Give the data below again exactly, and drop each picture from it.

[DATA TO EXAMINE Boundary: Start]

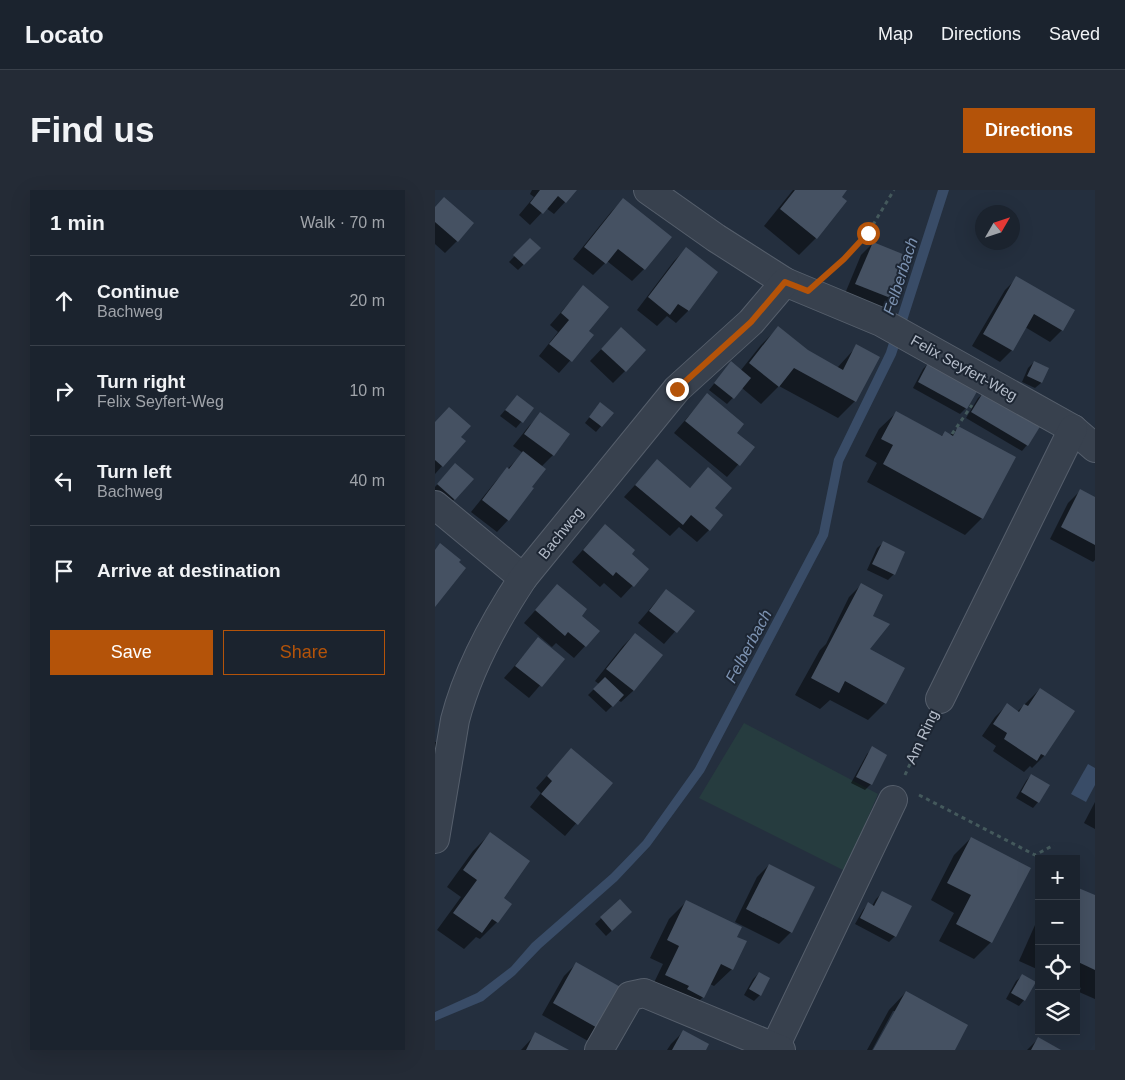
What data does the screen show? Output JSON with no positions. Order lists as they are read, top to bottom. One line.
{"streets":{"street":["Felix Seyfert-Weg","Bachweg","Am Ring"]},"crossings":[["Felix Seyfert-Weg","Bachweg"],["Felix Seyfert-Weg","Am Ring"]],"water":["Felberbach"],"north":"top right","page":{"header":"Locato","nav":["Map","Directions","Saved"],"buttons":["Directions",["Save","Share"]],"title":"Find us","heading":["1 min","Walk · 70 m"],"list":[["Continue","Bachweg","20 m"],["Turn right","Felix Seyfert-Weg","10 m"],["Turn left","Bachweg","40 m"],"Arrive at destination"],"map_buttons":["+","−"]}}
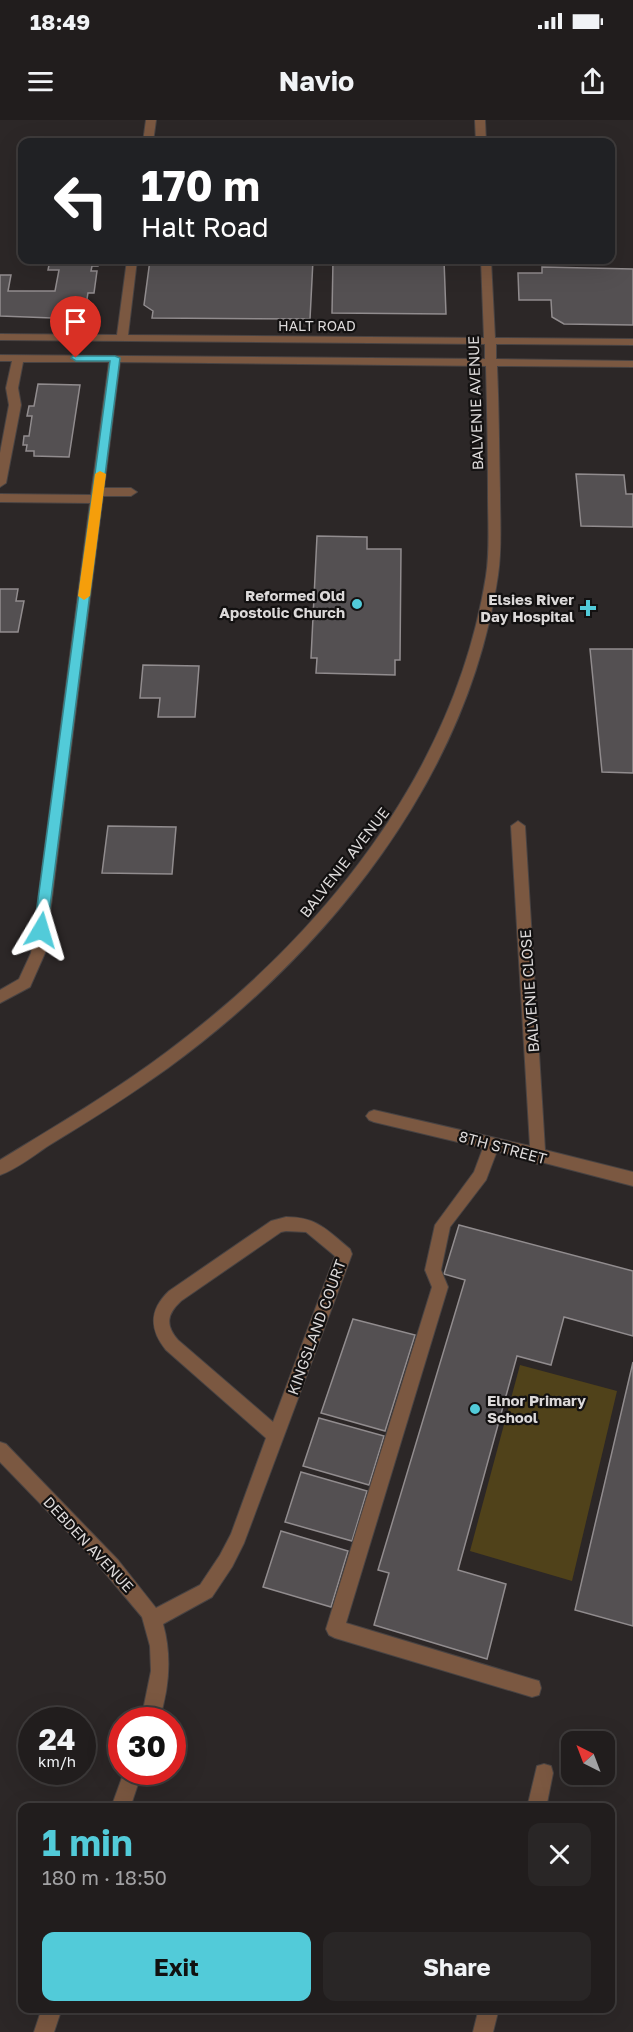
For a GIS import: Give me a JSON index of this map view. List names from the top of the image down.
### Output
{
  "streets": {
    "street": [
      "HALT ROAD",
      "BALVENIE AVENUE",
      "BALVENIE CLOSE",
      "8TH STREET",
      "KINGSLAND COURT",
      "DEBDEN AVENUE"
    ]
  },
  "crossings": [
    ["HALT ROAD", "BALVENIE AVENUE"],
    ["BALVENIE CLOSE", "8TH STREET"],
    ["KINGSLAND COURT", "DEBDEN AVENUE"]
  ],
  "places": {
    "other": ["Reformed Old Apostolic Church", "Elnor Primary School"],
    "health": ["Elsies River Day Hospital"]
  },
  "north": "top left",
  "page": {
    "status": "18:49",
    "header": "Navio",
    "turn": ["170 m", "Halt Road"],
    "speed": "24 km/h",
    "limit": "30",
    "heading": ["1 min", "180 m · 18:50"],
    "buttons": ["Exit", "Share"]
  }
}
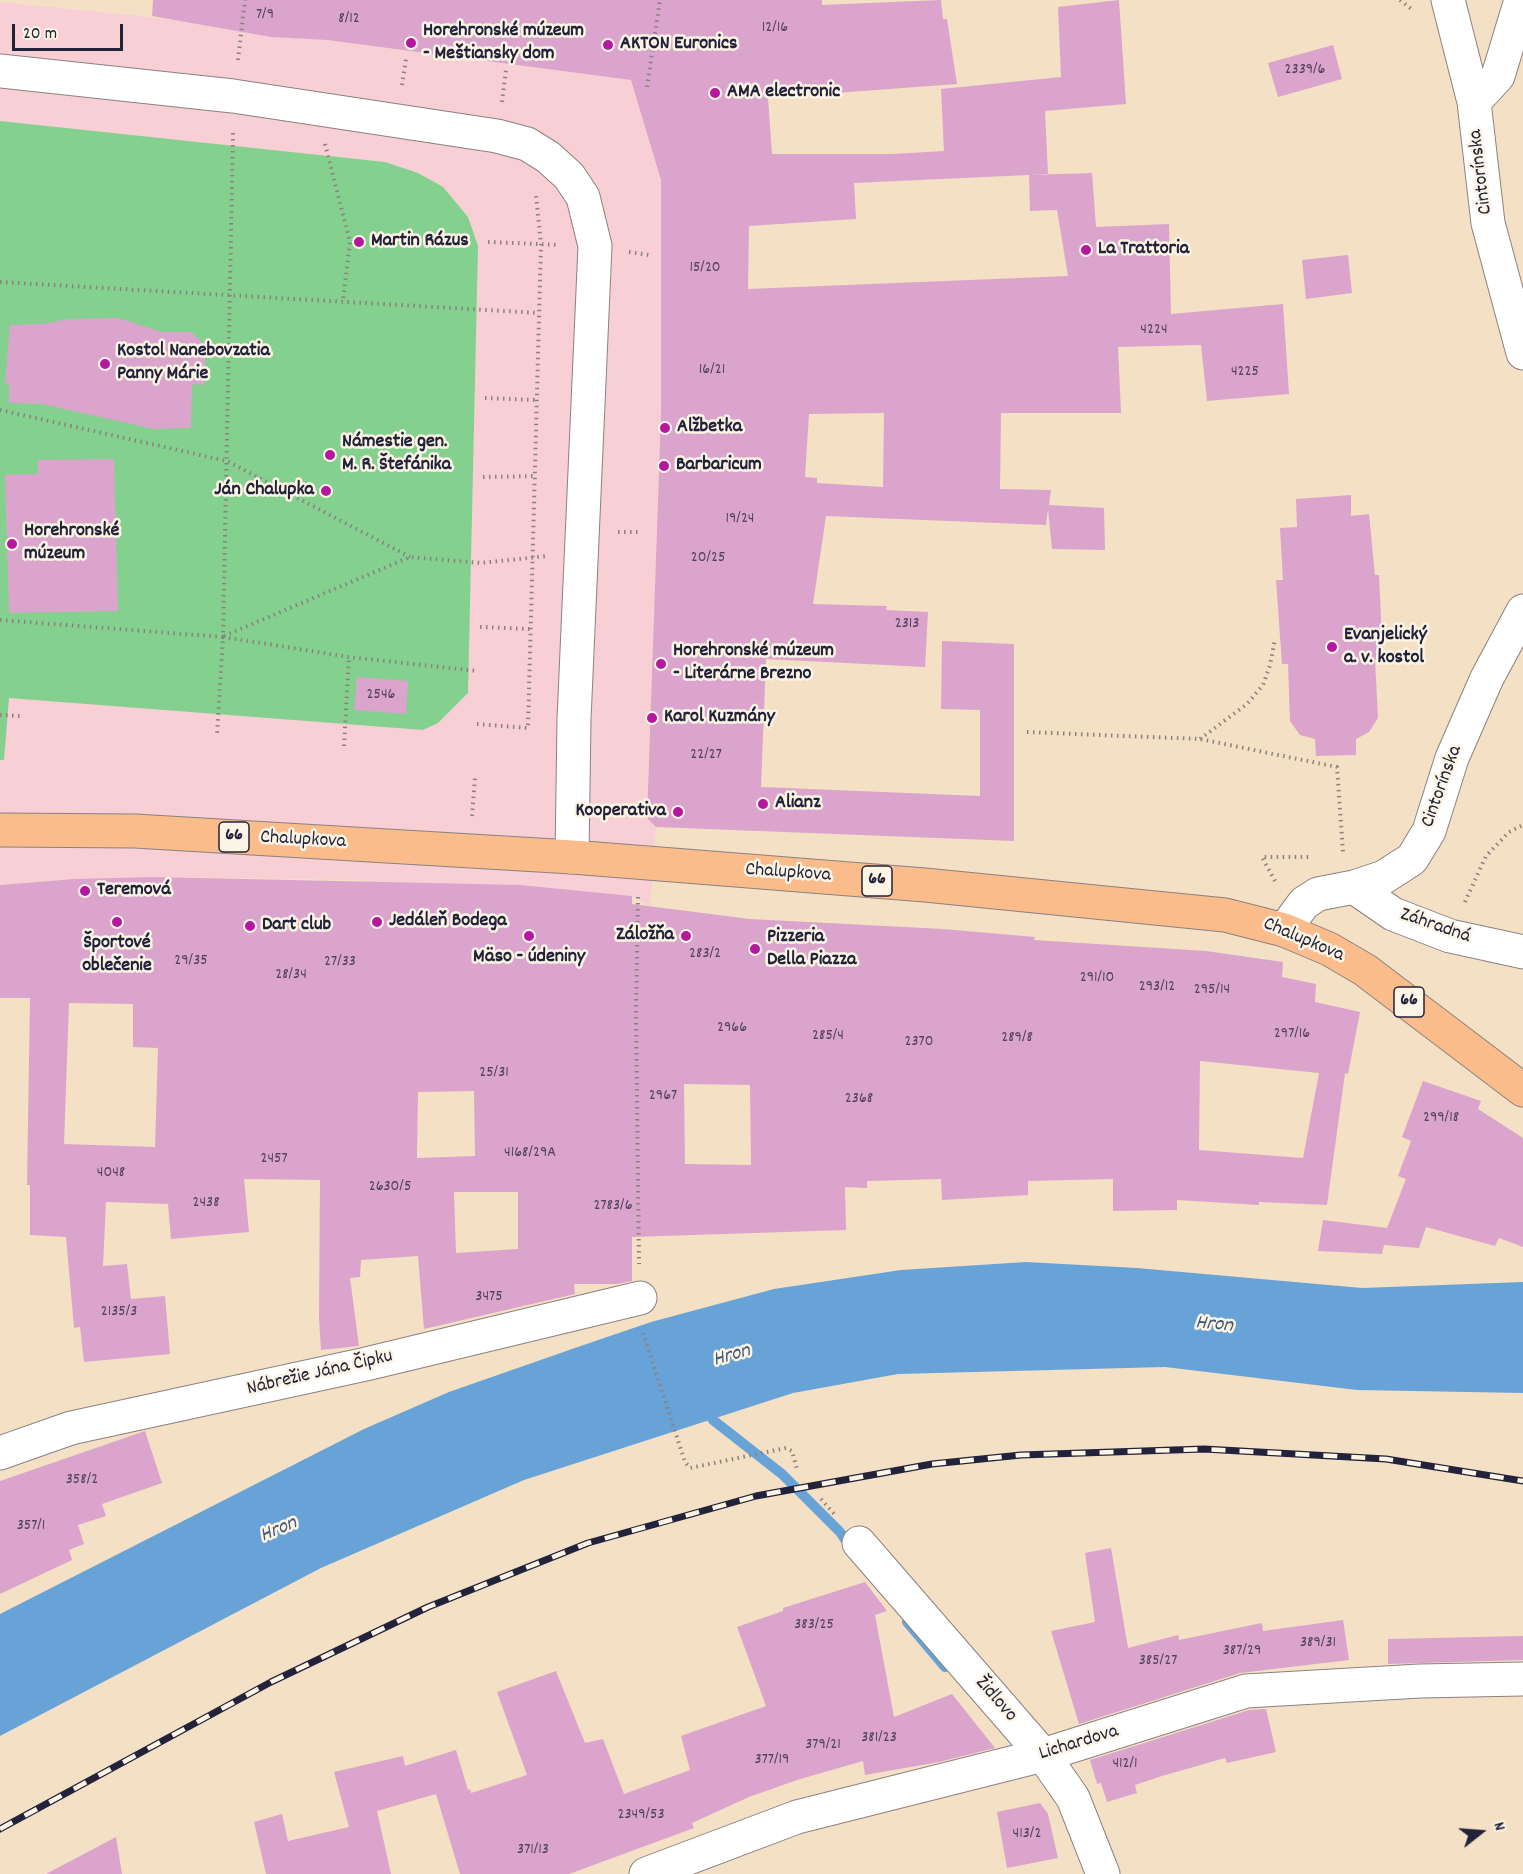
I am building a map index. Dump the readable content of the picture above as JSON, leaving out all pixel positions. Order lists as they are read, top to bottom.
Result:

[DATA TO EXAMINE Boundary: End]

TASK SOLUTION:
What data does the screen show? Output JSON with no positions. Order lists as they are read, top to bottom. One line.
{"streets":{"street":["Felix Seyfert-Weg","Bachweg","Am Ring"]},"crossings":[["Felix Seyfert-Weg","Bachweg"],["Felix Seyfert-Weg","Am Ring"]],"water":["Felberbach"],"north":"top right","page":{"header":"Locato","nav":["Map","Directions","Saved"],"buttons":["Directions",["Save","Share"]],"title":"Find us","heading":["1 min","Walk · 70 m"],"list":[["Continue","Bachweg","20 m"],["Turn right","Felix Seyfert-Weg","10 m"],["Turn left","Bachweg","40 m"],"Arrive at destination"],"map_buttons":["+","−"]}}
For a GIS import: Give me a JSON index of this map view. List names from the top of the image down.
### Output
{
  "streets": {
    "street": [
      "HALT ROAD",
      "BALVENIE AVENUE",
      "BALVENIE CLOSE",
      "8TH STREET",
      "KINGSLAND COURT",
      "DEBDEN AVENUE"
    ]
  },
  "crossings": [
    ["HALT ROAD", "BALVENIE AVENUE"],
    ["BALVENIE CLOSE", "8TH STREET"],
    ["KINGSLAND COURT", "DEBDEN AVENUE"]
  ],
  "places": {
    "other": ["Reformed Old Apostolic Church", "Elnor Primary School"],
    "health": ["Elsies River Day Hospital"]
  },
  "north": "top left",
  "page": {
    "status": "18:49",
    "header": "Navio",
    "turn": ["170 m", "Halt Road"],
    "speed": "24 km/h",
    "limit": "30",
    "heading": ["1 min", "180 m · 18:50"],
    "buttons": ["Exit", "Share"]
  }
}
I am building a map index. Dump the readable content of the picture above as JSON, leaving out all pixel positions. Order lists as they are read, top to bottom.
Result:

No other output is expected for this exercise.